Por diversas vezes as assessorias dos parlamentares aqui citados não conseguiram agendar um encontro com a Abragames e as regionais de jogos. Nos pedidos feitos até o final de maio, o relator insistia em dizer que já havia conversado com o setor, e continuou ignorando todos os contatos. Restou ao ecossistema se unir e usar as redes sociais para votar em massa na consulta pública como forma de protesto (veja aqui o placar), e tentar acionar outros senadores para diminuir os riscos que causariam a aprovação do PL.

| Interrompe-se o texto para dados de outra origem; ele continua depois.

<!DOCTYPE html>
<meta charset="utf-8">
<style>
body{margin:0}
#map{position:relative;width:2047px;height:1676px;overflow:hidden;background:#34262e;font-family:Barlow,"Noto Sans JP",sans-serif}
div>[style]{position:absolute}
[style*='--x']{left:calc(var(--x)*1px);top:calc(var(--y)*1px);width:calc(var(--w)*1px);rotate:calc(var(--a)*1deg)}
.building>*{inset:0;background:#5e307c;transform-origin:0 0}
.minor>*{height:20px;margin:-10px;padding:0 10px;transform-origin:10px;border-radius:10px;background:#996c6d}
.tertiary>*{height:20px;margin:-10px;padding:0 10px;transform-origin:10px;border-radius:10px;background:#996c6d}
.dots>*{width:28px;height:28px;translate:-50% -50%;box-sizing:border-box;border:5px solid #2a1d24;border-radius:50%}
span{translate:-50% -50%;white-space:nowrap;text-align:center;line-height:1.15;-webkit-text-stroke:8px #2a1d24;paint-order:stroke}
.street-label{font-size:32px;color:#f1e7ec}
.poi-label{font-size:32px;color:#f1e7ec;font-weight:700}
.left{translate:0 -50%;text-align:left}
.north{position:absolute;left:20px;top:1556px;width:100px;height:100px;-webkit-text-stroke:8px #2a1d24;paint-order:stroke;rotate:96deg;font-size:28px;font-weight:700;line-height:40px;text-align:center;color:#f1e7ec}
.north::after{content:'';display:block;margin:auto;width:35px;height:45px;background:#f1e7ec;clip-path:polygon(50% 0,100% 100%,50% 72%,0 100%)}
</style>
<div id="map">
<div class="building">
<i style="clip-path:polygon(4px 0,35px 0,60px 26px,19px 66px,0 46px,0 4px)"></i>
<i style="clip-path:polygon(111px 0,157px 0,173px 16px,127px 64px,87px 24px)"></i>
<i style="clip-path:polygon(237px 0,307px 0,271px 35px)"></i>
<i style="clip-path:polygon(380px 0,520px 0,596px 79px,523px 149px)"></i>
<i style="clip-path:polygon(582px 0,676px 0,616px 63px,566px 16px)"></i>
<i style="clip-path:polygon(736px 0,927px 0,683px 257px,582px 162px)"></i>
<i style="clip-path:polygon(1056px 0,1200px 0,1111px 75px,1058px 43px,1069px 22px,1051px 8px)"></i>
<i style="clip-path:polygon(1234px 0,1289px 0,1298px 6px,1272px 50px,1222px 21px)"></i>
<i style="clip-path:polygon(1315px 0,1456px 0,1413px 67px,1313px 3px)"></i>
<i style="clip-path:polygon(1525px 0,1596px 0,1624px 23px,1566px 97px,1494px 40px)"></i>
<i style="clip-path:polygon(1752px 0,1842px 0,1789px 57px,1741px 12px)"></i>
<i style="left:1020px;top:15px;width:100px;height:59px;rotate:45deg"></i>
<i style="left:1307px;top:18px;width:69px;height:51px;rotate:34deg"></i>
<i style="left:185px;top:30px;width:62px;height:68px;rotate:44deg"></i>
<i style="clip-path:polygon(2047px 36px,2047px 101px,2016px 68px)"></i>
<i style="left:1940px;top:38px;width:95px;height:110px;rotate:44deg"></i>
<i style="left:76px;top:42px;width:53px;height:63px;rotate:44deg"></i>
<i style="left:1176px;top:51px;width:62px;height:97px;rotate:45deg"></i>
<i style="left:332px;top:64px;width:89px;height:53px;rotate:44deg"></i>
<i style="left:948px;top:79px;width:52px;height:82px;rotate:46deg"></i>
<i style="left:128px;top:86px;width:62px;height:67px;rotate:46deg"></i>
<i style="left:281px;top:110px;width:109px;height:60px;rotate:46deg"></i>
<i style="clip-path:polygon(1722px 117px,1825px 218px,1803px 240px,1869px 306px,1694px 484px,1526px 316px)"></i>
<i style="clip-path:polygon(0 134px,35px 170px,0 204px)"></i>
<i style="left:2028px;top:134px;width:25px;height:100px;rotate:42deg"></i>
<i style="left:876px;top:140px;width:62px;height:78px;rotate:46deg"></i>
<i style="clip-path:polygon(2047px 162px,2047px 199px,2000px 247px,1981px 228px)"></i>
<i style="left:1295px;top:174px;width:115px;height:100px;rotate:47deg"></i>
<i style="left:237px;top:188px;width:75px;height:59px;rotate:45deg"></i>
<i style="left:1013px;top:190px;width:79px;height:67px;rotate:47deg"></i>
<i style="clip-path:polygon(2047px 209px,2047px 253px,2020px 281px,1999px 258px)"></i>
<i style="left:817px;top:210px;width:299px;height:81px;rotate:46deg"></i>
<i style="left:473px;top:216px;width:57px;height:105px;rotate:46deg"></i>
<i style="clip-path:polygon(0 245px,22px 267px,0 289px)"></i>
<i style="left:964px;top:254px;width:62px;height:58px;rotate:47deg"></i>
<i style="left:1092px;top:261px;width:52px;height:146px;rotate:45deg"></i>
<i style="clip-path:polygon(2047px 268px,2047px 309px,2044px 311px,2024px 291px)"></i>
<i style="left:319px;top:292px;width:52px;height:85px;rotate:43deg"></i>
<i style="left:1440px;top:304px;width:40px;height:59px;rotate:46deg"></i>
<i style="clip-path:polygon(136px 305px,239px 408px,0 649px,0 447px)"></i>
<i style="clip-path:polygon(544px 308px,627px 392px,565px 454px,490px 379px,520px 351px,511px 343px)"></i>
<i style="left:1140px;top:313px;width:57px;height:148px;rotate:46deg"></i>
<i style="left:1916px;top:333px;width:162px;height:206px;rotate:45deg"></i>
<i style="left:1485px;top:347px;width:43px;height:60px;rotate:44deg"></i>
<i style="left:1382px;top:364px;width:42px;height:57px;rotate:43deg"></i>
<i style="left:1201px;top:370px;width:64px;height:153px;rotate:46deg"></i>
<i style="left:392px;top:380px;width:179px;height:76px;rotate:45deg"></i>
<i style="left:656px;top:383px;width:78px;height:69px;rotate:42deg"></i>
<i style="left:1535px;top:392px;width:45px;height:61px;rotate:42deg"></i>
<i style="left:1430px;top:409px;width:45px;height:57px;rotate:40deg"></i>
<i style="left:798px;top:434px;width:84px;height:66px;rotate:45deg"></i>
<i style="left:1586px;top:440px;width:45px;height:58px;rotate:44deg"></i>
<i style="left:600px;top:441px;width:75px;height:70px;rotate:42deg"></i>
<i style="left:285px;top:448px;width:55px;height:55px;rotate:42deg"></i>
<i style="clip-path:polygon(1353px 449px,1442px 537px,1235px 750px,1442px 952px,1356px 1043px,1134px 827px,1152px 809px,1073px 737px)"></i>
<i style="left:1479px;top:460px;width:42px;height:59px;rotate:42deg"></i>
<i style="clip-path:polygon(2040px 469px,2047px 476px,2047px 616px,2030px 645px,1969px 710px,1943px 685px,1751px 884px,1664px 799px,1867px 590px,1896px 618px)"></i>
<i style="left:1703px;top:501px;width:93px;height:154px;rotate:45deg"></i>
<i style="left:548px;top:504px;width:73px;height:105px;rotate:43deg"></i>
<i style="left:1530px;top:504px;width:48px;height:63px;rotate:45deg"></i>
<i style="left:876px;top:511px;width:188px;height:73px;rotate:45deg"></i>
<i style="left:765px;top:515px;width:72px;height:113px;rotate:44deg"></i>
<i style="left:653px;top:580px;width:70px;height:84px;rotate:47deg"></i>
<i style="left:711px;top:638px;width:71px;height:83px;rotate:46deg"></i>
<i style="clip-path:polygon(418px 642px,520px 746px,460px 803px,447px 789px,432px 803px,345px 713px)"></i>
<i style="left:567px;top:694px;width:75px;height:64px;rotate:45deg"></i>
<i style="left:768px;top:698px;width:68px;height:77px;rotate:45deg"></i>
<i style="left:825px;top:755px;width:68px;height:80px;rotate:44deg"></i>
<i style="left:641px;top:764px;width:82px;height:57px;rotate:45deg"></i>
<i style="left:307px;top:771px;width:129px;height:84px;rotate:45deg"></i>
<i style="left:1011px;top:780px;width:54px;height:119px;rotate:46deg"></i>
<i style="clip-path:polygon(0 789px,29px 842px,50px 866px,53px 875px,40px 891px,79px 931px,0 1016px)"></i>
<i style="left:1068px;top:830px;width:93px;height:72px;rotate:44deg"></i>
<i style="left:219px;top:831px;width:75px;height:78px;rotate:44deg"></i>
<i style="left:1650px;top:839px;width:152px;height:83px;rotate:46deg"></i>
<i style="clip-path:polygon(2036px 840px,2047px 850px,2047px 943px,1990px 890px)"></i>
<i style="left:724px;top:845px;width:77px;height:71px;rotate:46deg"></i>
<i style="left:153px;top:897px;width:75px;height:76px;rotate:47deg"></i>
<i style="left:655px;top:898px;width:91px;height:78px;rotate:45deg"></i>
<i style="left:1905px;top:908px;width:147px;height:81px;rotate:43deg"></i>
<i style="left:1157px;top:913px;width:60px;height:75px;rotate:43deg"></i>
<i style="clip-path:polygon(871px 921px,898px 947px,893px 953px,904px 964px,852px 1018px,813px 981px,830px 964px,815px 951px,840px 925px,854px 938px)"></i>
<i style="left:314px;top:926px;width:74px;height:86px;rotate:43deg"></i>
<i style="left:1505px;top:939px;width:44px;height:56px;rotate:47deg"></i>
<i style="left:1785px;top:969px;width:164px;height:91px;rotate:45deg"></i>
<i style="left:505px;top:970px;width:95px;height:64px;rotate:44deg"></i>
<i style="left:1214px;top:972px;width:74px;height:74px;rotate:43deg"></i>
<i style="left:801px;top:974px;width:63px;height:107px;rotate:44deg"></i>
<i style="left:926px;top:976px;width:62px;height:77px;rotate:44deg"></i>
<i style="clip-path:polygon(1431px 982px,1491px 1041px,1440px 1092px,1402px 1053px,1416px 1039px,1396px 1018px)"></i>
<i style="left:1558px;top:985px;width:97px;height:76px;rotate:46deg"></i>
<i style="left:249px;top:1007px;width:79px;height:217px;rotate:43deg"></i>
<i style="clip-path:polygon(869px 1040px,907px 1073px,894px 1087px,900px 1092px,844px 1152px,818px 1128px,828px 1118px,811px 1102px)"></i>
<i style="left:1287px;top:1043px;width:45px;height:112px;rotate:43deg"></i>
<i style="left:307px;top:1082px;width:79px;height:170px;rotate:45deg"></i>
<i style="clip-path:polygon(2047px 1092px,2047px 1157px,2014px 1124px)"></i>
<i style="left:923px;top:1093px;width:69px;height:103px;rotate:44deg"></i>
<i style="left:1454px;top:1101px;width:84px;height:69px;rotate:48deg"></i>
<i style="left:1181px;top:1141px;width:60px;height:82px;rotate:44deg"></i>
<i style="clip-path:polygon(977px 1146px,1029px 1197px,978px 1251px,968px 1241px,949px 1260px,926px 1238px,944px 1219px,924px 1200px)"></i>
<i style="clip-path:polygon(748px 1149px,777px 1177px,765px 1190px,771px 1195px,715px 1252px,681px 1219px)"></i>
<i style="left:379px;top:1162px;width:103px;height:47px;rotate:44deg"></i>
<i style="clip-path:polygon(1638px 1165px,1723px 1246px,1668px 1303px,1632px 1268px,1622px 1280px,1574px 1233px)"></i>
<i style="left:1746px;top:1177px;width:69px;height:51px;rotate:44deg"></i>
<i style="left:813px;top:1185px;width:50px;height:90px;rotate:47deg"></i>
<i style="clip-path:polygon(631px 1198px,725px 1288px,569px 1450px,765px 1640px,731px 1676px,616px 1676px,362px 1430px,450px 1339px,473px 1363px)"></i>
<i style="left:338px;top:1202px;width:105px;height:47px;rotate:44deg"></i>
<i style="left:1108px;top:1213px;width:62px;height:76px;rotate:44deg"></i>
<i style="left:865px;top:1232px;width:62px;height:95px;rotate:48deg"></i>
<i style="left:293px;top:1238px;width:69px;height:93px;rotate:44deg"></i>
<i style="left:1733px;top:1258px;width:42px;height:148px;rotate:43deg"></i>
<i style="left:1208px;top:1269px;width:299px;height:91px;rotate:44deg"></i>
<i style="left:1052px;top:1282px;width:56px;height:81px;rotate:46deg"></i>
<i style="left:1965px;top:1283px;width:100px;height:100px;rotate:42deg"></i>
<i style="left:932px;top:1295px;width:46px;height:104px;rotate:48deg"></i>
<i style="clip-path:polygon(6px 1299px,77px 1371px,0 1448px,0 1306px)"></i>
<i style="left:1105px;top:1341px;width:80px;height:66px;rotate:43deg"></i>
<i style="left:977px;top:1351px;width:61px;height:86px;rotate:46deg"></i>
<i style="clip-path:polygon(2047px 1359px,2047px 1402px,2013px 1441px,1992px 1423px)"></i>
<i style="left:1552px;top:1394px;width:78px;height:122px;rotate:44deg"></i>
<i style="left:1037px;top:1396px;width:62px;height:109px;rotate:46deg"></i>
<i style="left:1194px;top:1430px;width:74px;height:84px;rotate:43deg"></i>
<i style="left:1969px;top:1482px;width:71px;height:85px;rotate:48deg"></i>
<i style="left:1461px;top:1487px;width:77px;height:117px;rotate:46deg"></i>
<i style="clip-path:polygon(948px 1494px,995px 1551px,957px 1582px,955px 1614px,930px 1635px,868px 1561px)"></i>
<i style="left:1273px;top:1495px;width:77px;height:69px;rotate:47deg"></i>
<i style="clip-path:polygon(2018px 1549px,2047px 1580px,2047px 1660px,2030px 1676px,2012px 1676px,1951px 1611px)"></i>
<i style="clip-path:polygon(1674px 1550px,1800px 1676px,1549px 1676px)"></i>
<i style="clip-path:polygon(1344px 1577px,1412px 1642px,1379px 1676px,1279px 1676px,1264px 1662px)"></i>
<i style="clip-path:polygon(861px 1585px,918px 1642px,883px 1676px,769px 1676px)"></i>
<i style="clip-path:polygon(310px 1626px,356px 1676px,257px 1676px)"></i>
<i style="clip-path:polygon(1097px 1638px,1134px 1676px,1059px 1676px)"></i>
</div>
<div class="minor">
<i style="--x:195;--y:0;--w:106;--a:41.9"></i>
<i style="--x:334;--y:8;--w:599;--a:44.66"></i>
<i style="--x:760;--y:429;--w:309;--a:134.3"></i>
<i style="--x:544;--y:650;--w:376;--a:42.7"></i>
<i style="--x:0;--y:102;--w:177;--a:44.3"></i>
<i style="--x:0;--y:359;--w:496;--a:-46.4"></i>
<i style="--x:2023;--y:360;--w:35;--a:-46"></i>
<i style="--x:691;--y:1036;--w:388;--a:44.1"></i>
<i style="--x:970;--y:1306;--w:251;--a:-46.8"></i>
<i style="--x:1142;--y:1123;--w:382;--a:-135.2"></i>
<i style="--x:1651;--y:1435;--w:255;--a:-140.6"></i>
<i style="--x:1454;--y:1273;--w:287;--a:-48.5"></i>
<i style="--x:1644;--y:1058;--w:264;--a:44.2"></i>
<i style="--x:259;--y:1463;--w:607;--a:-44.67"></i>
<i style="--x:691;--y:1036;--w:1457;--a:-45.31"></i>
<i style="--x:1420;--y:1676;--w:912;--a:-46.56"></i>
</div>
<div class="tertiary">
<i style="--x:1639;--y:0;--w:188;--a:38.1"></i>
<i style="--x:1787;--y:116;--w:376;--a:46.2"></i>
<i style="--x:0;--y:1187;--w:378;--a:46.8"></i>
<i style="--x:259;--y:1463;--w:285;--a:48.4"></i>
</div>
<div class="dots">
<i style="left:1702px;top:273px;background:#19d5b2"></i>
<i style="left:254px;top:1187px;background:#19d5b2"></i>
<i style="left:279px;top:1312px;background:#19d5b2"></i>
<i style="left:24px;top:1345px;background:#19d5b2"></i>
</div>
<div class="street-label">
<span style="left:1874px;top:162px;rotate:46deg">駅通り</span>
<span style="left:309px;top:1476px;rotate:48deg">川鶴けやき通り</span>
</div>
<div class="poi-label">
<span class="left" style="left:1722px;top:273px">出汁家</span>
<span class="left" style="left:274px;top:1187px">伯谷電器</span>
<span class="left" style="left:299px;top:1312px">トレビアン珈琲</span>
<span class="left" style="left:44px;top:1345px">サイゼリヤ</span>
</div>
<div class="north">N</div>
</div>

Os problemas causados pelo PL
Juntando essa inaceitável comparação de Jogos Eletrônicos e Fantasy Games, aliado a um péssimo texto redigido e aprovado na Câmara, temos uma construção deturpada do entendimento do que são jogos no Brasil. Veja os principais problemas na interpretação do projeto:
- Associar jogos como tecnologia digtal pelo Fantasy Game exclui todos os outros tipos de jogos que existem fora do conceito tecnológico;
- Tipificar o esporte eletrônico com o Fantasy Game limita uma série de entendimentos e aplicações dos jogos nesse segmento, prejudicando o Esports no Brasil;
- Não é citado jogo como arte, gerando incompreensões de manifestação de artistas do setor;
- Não é citado jogo como cultura, o que ocasiona uma deturpação total da gamecultura para uma conexão com jogos de azar:
- Não se fala de tipo e classificação de jogos usada no mundo, deixando o Fantasy Game associado como forma padrão de jogos no Brasil:
- CNAE de jogos – o código nacional de atividade econômica em nenhum momento é citado no documento, o que mostra incompetência de quem escreveu o texto e de quem aprovou no conhecimento das reais necessidades do setor para o desenvolvimento da cadeia produtiva dos games,
Além disso, o Marco Legal, ao invés de nos dar uma segurança jurídica ao setor, faz o contrário: piora e confunde o entendimento do que são jogos, afetando todas as políticas atuais e futuras que envolvem jogos, como por exemplo:
- Incentivos públicos – haverá prejuízo com os incentivos atuais, podendo o setor perder o apoio da Apex, Sebrae, e muitos outros fomentos;
- Editais – Cultura, Esporte e Turismo podem deixar de entender o jogo como uma prática de entretenimento, lazer e cultura, reduzindo a prática do jogo como aposta;
- Regulação do trabalhador de jogos – a falta de compromisso do Marco Legal dos Games para com a cadeia produtiva ignora o trabalho de agentes culturais, desenvolvedores e produtores de jogos;
- Conexões transversais com profissionais: psicólogos, fisioterapetas, artistas, dubladores e muitos outros que não conseguem se enxergar dentro do PL;
- Educação – o próprio documento se anula várias vezes, não conectando as práticas educacionais com jogos e os Fantasy Games, sendo uma excrescência.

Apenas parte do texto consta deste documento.